Enfin, comme la discussion sur les financements est remise à plus tard - les fameux 100 milliards par an décidés à Copenhague -, les marchés du carbone restent la source majeure envisagée pour le financement des politiques de réduction des émissions. La création de nouveaux mécanismes de marché est à l'ordre du jour ; ils pourraient être appuyés sur les procédures et méthodologies du mécanisme de développement propre (MDP), comme l’a suggéré le Brésil. Le MDP actuel est un outil prévu par le Protocole de Kyoto qui permet aux pays industrialisés de compenser leurs émissions en finançant, dans les pays du Sud, des projets de « croissance verte » qui « évitent » des émissions. Comme le prix de ces émissions évitées, appelées réductions d’émissions certifiées (REC), s’est effondré au cours de ces dernières années, il est nécessaire de donner une nouvelle impulsion à ce mécanisme. En quelque sorte, plus de marché pour palier les défaillances du marché.

Le principe même de l’unification des déclarations de réduction volontaires des différents pays est d’ailleurs un des éléments de l’infrastructure nécessaire pour arriver un jour à un marché mondial du carbone.

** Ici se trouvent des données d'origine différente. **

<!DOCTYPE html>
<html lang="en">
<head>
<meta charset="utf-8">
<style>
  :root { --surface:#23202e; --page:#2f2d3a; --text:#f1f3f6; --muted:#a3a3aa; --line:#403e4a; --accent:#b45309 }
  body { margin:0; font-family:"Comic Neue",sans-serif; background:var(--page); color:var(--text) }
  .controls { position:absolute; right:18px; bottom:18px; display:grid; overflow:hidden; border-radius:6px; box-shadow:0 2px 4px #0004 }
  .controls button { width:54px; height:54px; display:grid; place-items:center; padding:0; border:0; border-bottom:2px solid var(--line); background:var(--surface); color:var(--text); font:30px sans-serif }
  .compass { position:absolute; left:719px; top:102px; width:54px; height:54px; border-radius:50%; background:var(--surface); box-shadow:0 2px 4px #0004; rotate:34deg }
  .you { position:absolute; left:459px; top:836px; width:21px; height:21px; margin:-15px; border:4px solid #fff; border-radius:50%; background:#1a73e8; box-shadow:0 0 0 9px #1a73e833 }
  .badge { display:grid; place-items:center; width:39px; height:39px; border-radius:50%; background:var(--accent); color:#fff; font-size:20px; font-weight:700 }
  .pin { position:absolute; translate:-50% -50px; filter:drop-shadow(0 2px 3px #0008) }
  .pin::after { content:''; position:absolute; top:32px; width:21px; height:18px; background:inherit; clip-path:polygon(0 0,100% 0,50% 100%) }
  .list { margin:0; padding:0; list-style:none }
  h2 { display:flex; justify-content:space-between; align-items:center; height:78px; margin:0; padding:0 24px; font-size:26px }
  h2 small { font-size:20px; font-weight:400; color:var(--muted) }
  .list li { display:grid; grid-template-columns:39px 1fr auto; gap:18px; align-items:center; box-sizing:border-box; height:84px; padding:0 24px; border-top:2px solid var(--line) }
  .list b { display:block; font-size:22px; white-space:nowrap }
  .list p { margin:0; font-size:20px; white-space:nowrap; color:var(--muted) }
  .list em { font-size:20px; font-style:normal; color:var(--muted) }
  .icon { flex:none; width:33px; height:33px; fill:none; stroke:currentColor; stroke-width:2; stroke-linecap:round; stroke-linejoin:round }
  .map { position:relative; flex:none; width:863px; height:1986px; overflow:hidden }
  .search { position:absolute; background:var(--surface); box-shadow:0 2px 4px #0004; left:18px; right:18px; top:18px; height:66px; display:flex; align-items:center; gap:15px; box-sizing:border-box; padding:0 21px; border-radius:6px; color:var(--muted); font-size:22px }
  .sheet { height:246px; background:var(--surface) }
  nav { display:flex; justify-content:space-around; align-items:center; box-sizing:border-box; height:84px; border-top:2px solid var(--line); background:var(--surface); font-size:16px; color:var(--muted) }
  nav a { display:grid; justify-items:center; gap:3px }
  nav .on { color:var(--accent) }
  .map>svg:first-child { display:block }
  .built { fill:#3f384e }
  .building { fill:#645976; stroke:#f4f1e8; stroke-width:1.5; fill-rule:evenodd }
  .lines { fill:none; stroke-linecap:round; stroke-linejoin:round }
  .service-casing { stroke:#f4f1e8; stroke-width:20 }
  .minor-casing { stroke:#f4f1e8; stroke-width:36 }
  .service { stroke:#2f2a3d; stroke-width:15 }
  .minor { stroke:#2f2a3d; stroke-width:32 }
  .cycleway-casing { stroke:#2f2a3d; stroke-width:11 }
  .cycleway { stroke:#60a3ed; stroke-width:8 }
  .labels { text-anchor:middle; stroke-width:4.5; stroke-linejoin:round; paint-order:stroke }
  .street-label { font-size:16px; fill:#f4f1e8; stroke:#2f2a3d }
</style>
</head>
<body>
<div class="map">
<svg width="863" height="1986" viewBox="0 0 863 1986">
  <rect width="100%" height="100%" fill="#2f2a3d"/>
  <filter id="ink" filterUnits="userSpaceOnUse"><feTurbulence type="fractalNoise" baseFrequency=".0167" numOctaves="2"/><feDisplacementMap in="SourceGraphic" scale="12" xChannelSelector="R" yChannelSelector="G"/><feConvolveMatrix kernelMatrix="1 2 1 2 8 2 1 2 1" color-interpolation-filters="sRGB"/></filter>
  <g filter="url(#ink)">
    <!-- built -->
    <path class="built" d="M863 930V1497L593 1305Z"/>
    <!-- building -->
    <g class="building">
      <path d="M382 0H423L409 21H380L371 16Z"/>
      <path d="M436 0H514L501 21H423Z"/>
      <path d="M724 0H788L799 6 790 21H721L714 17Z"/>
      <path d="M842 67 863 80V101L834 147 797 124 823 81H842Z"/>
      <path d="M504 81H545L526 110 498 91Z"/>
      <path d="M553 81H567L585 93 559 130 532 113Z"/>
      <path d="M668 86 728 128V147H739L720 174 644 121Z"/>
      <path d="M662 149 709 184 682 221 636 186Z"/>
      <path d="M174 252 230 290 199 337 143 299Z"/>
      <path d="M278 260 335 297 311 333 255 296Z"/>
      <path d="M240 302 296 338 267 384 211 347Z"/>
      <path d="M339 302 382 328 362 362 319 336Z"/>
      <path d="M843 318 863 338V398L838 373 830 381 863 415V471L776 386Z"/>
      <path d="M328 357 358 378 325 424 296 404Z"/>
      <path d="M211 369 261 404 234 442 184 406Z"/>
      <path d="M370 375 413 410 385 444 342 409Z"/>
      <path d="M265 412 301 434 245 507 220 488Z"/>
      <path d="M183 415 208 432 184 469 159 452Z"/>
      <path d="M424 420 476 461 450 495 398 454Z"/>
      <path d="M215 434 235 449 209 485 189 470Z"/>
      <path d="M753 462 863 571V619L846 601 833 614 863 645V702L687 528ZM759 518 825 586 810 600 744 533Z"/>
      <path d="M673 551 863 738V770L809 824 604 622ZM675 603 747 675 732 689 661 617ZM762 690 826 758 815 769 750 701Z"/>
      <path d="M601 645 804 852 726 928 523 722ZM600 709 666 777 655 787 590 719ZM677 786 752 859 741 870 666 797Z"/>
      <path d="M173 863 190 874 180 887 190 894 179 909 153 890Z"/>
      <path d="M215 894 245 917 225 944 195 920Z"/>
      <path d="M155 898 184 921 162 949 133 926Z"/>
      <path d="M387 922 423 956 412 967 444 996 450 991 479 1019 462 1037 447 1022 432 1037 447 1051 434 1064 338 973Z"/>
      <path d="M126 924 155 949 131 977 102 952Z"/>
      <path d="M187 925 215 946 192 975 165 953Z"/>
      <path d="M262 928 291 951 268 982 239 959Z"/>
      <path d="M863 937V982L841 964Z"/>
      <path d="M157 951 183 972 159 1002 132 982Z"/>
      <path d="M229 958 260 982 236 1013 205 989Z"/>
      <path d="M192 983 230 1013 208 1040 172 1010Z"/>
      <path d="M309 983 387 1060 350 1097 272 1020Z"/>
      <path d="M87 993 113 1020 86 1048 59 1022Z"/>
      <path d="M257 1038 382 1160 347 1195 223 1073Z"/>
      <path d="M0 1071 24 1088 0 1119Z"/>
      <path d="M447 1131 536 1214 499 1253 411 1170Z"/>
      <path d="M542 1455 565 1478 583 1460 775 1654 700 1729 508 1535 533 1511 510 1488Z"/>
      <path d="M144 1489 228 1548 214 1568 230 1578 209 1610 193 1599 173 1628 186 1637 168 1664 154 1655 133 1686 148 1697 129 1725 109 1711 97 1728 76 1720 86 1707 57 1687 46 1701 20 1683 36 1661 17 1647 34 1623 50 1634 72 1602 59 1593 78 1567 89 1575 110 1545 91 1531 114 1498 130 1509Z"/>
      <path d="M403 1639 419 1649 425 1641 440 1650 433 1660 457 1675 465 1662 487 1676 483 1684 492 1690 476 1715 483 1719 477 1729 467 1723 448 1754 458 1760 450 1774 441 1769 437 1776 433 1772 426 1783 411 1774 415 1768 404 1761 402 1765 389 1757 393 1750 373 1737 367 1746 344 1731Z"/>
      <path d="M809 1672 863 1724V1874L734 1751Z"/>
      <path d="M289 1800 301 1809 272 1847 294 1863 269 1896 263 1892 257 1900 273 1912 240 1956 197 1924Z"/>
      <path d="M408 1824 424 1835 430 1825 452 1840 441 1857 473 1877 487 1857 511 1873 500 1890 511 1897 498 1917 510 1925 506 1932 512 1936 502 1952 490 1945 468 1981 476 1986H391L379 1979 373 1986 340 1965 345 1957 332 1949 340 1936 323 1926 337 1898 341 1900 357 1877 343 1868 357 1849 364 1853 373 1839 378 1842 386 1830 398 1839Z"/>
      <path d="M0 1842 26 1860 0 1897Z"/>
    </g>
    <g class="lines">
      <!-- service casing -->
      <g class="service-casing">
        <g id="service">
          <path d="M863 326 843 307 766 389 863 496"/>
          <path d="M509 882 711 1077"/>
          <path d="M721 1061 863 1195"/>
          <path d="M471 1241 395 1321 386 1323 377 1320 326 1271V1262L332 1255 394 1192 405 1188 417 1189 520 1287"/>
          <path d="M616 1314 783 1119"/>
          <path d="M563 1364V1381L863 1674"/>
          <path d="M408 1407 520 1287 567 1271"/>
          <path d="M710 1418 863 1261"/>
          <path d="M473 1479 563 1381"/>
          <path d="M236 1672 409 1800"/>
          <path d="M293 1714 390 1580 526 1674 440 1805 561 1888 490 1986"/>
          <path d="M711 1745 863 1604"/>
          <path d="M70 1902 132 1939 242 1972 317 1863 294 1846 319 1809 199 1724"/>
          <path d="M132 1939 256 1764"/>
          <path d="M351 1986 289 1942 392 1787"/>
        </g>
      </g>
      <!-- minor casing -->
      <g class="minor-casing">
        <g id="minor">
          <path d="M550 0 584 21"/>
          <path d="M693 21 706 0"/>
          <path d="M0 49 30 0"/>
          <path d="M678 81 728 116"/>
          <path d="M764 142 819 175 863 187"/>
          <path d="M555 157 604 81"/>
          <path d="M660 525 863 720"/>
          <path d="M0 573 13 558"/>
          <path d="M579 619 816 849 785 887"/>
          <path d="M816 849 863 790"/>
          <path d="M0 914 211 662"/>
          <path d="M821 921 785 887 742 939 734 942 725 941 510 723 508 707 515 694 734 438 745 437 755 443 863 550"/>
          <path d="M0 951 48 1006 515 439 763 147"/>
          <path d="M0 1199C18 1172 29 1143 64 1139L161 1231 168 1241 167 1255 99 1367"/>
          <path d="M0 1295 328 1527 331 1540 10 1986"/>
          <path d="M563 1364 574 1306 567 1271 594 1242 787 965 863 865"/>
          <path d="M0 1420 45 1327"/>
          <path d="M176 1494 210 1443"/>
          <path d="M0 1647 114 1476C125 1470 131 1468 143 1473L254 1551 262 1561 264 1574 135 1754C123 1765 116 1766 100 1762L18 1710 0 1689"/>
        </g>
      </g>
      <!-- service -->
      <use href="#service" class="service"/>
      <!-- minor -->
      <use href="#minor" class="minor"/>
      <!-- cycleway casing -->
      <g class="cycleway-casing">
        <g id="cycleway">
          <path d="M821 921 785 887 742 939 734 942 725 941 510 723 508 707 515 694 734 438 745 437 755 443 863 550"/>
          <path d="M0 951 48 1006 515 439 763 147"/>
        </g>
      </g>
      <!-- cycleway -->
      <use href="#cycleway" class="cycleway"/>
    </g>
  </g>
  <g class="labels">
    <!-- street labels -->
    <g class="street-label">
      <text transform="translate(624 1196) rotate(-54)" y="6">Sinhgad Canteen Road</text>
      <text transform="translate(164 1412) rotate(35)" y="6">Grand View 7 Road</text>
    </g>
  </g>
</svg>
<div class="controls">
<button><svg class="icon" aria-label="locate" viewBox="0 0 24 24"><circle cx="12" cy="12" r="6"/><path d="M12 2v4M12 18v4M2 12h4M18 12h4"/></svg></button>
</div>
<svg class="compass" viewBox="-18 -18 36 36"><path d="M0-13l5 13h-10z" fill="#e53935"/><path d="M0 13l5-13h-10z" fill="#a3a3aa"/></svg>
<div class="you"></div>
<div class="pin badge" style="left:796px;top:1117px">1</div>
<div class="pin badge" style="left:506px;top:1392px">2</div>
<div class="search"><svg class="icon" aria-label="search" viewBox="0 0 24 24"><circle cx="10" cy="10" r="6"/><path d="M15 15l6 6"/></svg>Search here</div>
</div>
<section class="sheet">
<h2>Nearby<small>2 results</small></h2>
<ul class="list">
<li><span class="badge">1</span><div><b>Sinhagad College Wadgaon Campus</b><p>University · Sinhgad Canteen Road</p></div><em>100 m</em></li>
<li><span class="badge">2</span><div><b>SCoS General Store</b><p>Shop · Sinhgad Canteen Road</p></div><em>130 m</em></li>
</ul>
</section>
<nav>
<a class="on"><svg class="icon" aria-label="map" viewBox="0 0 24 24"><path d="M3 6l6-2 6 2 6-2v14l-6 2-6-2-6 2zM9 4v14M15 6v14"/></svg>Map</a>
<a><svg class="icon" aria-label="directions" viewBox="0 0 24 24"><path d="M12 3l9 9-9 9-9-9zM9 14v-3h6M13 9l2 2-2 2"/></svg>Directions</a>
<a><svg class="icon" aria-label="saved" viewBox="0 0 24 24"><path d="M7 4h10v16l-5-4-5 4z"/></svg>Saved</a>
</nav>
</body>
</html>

 L’oubli de la dimension civilisationnelle des dérèglements climatiques

 En évacuant des négociations la dimension politique et civilisationnelle du changement climatique, la Convention des Nations Unies sur le climat s’est tiré une balle dans le pied. Elle a cru inventer un nouveau «paradigme» de négociations, dit «bottom up» dans le jargon (de bas en haut) au lieu de «top down» (de haut en bas). La procédure pouvait être séduisante. Elle serait même souhaitable, dans un monde fondé sur la coopération et la solidarité, sur la reconnaissance des attachements des humains à la nature, sur l'inscription de leurs activités dans les limites de l'écosphère. Elle a, dans la réalité de ce monde, inventé une machine qui empile des mécanismes techniques toujours plus sophistiqués, censés neutraliser les tensions politiques et résoudre les crises. C’est pourquoi, le protocole de Kyoto tout comme la Convention sur le changement climatique, signée en 1992, font figure désormais de parenthèse. C’est une des raisons pour lesquelles, règne ici à Lima, dans la COP 20, une ambiance délétère, neutralisée et aseptisée, dans laquelle l’urgence climatique devient un rideau de fond de scène. Les engagements qui devaient être pris d’ici 2020, autre mission de cette conférence, de façon à éviter l’accumulation ultérieure des difficultés, sont oubliés et noyés dans les graphiques du futur. 

 

La leçon de Lima

 

La leçon de Lima pour la COP 21 à Paris, quel que soit «l’accord» qui finira par sortir du jeu diplomatique à Lima, est de miser, dès maintenant et au-delà de décembre 2015, sur un sursaut de conscience et d’engagement afin de comprendre, de combattre et dépasser ce qui se trouve au cœur du désastre climatique. Les mouvements sociaux péruviens ont su organiser pendant plusieurs jours un sommet des peuples, très riche d’analyses et de témoignages, avec une manifestation de près de 20000 personnes, laquelle est certainement, à ce jour, la plus grande manifestation sur le climat dans cette région du monde. Telle est l’autre route de Lima à Paris.